EXERCISE DESCRIPTION: Only the lines below starting at the one that contains "font-size:22px; color:#b4bcc9; font-weight:700" and ending at the one that contains "position:absolute; left:1938px; top:1606px;" are to be reproduced, exactly and with both ends kept.

EXTRACTED INFORMATION:

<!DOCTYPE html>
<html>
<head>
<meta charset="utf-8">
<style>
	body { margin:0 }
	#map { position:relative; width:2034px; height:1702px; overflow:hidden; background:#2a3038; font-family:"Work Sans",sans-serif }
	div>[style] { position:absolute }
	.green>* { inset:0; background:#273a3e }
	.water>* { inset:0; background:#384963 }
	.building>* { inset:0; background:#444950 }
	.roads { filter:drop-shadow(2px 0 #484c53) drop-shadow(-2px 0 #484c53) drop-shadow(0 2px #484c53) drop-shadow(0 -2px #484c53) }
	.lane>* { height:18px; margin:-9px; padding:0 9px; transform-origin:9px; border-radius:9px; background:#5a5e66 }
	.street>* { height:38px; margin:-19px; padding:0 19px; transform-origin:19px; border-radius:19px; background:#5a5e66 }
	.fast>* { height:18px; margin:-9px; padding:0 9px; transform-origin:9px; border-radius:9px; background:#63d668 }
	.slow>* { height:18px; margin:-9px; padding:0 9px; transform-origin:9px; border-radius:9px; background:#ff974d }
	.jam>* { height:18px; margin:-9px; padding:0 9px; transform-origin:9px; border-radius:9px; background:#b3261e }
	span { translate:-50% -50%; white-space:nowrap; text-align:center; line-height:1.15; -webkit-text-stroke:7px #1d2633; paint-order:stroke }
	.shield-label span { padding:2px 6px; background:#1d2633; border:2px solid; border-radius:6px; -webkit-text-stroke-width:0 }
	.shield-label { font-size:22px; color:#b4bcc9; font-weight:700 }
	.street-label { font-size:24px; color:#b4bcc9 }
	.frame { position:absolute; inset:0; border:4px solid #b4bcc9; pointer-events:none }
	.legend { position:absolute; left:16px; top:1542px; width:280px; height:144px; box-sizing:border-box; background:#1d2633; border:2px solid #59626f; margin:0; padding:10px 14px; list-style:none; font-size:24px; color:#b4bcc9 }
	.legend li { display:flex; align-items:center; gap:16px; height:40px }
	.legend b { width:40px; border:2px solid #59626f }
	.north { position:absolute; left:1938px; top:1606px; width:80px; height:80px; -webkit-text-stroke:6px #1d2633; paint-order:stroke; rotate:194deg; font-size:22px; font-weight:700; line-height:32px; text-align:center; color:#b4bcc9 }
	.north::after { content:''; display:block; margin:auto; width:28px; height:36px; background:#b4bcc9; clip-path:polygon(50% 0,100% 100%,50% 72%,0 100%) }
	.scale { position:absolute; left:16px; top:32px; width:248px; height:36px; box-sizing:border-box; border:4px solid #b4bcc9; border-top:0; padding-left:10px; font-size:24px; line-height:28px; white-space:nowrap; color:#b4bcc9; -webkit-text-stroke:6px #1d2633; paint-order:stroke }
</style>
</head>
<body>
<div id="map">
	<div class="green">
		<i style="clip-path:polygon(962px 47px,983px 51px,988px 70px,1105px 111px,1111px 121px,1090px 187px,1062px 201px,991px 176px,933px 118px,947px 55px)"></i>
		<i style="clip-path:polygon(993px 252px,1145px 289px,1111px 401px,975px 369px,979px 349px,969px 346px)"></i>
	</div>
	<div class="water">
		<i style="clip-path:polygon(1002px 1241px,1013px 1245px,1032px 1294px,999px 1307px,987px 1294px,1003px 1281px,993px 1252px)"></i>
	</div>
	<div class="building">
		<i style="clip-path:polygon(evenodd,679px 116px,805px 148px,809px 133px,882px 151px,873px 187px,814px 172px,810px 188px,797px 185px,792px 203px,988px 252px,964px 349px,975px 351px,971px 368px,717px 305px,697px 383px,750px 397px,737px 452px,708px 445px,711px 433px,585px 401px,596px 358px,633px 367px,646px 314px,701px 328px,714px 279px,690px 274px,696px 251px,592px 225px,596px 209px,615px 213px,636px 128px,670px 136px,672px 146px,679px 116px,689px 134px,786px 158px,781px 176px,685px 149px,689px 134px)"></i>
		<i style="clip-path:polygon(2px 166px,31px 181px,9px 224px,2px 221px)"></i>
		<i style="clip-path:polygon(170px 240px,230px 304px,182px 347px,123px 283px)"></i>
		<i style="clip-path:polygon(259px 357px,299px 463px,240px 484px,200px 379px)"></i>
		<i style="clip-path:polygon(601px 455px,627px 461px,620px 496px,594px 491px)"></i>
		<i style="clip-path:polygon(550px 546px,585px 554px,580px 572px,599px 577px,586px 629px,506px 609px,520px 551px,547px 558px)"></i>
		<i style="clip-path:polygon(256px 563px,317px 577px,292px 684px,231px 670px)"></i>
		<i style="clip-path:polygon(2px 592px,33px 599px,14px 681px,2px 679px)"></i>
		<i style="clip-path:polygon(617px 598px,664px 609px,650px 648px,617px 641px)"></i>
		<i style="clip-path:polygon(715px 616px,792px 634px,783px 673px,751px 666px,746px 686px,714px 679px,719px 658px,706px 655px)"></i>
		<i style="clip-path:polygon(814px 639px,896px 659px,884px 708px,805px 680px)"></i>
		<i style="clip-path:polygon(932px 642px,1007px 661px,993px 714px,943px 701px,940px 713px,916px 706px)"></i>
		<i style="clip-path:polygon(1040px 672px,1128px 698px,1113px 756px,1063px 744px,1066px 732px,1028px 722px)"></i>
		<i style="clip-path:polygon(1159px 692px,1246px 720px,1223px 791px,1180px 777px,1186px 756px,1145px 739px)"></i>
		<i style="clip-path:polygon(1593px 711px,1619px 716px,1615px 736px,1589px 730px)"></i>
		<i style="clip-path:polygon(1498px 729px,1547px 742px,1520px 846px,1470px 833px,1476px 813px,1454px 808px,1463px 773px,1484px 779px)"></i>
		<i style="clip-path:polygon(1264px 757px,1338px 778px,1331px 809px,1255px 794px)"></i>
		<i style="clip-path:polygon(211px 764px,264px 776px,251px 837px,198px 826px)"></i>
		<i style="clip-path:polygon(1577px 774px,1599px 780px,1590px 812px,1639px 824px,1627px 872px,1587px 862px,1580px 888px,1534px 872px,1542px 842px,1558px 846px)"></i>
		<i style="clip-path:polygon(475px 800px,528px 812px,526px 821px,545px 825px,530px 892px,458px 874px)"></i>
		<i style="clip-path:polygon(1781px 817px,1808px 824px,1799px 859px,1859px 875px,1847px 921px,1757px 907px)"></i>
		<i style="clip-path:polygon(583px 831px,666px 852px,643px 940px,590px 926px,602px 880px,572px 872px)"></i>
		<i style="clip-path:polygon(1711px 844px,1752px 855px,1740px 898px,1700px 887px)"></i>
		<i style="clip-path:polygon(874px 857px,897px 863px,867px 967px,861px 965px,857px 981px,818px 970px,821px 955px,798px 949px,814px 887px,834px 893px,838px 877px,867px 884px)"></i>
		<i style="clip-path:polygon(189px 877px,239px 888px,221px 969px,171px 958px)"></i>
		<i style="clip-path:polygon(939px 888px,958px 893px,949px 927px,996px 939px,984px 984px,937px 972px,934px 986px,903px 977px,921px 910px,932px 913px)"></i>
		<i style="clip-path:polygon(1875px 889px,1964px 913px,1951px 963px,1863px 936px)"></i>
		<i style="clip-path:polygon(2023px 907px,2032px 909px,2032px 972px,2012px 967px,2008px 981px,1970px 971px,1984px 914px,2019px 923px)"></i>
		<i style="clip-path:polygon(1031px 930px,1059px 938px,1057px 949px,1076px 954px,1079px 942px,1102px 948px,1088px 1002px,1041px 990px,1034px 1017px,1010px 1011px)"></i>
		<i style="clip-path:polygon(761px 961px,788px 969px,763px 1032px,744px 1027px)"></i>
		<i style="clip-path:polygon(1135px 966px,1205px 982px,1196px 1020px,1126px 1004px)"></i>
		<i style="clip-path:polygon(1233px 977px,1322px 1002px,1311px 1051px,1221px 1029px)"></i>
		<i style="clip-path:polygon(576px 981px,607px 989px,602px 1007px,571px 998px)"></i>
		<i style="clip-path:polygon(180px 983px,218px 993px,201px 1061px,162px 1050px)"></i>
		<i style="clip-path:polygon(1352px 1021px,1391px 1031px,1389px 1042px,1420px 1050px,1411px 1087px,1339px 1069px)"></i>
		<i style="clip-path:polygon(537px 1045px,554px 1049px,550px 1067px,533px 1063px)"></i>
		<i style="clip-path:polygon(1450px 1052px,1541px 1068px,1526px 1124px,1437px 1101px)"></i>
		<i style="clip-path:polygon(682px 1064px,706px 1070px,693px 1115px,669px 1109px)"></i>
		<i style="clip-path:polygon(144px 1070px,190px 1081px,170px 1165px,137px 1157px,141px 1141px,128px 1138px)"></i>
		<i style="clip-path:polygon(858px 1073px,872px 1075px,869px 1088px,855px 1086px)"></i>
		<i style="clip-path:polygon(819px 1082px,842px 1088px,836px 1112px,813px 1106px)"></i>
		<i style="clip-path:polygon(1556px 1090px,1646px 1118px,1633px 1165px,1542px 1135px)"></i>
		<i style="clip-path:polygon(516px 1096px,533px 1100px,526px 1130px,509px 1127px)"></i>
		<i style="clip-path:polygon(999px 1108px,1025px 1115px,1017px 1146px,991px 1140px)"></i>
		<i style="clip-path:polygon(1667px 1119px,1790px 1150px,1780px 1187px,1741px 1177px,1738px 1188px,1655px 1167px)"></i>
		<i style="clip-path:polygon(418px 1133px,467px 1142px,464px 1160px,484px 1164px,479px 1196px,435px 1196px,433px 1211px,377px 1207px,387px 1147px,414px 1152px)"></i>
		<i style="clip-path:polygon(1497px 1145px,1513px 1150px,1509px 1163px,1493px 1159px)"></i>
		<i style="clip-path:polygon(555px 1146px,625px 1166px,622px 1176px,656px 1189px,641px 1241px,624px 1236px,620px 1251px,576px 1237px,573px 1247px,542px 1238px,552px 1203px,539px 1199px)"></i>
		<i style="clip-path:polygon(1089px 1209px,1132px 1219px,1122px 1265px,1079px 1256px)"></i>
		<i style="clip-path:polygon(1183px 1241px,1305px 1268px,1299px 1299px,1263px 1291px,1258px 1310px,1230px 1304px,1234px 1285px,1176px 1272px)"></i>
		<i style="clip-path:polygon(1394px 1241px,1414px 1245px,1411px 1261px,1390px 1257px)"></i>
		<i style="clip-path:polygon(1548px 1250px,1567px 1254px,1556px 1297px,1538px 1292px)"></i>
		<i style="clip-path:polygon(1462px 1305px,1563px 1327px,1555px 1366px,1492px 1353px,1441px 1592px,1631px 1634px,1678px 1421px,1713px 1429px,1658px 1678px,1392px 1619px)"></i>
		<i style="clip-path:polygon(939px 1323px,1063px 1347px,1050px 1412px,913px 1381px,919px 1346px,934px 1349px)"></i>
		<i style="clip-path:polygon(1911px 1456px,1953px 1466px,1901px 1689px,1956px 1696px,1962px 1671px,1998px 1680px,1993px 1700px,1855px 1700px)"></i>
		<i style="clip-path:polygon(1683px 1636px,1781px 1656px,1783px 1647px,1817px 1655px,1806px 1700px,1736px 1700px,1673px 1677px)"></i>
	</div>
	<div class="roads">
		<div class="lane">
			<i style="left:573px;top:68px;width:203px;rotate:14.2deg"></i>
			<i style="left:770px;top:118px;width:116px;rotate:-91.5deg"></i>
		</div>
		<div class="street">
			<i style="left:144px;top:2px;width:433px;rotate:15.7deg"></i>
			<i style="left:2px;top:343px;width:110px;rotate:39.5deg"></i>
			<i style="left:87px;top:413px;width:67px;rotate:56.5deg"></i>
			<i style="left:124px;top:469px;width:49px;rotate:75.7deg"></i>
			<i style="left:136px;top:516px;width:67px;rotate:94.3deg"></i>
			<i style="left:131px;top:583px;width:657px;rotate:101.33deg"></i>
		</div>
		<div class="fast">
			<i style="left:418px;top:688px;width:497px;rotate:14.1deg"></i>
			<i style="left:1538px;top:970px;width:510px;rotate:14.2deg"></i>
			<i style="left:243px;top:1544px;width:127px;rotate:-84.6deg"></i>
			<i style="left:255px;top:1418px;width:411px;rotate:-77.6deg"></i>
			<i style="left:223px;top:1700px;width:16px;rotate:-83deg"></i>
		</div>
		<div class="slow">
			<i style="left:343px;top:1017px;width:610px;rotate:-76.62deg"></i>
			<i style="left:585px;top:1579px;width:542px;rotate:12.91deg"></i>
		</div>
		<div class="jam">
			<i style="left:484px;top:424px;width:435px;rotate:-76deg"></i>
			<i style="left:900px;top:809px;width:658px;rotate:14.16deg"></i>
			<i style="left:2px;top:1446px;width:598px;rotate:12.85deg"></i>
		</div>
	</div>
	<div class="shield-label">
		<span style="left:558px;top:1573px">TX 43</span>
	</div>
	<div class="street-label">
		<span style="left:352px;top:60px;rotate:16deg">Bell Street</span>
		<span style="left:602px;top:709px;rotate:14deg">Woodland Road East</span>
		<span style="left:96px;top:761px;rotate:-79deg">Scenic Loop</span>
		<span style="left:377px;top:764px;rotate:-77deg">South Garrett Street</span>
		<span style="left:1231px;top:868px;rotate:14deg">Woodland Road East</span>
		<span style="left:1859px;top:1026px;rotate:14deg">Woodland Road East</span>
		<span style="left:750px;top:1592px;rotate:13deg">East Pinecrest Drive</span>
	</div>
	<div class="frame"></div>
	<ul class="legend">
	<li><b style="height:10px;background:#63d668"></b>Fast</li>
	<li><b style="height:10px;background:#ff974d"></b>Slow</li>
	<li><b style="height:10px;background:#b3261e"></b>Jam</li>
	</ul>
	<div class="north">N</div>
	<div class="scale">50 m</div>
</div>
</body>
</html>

RESPONSE BOX:
	.shield-label { font-size:22px; color:#b4bcc9; font-weight:700 }
	.street-label { font-size:24px; color:#b4bcc9 }
	.frame { position:absolute; inset:0; border:4px solid #b4bcc9; pointer-events:none }
	.legend { position:absolute; left:16px; top:1542px; width:280px; height:144px; box-sizing:border-box; background:#1d2633; border:2px solid #59626f; margin:0; padding:10px 14px; list-style:none; font-size:24px; color:#b4bcc9 }
	.legend li { display:flex; align-items:center; gap:16px; height:40px }
	.legend b { width:40px; border:2px solid #59626f }
	.north { position:absolute; left:1938px; top:1606px; width:80px; height:80px; -webkit-text-stroke:6px #1d2633; paint-order:stroke; rotate:194deg; font-size:22px; font-weight:700; line-height:32px; text-align:center; color:#b4bcc9 }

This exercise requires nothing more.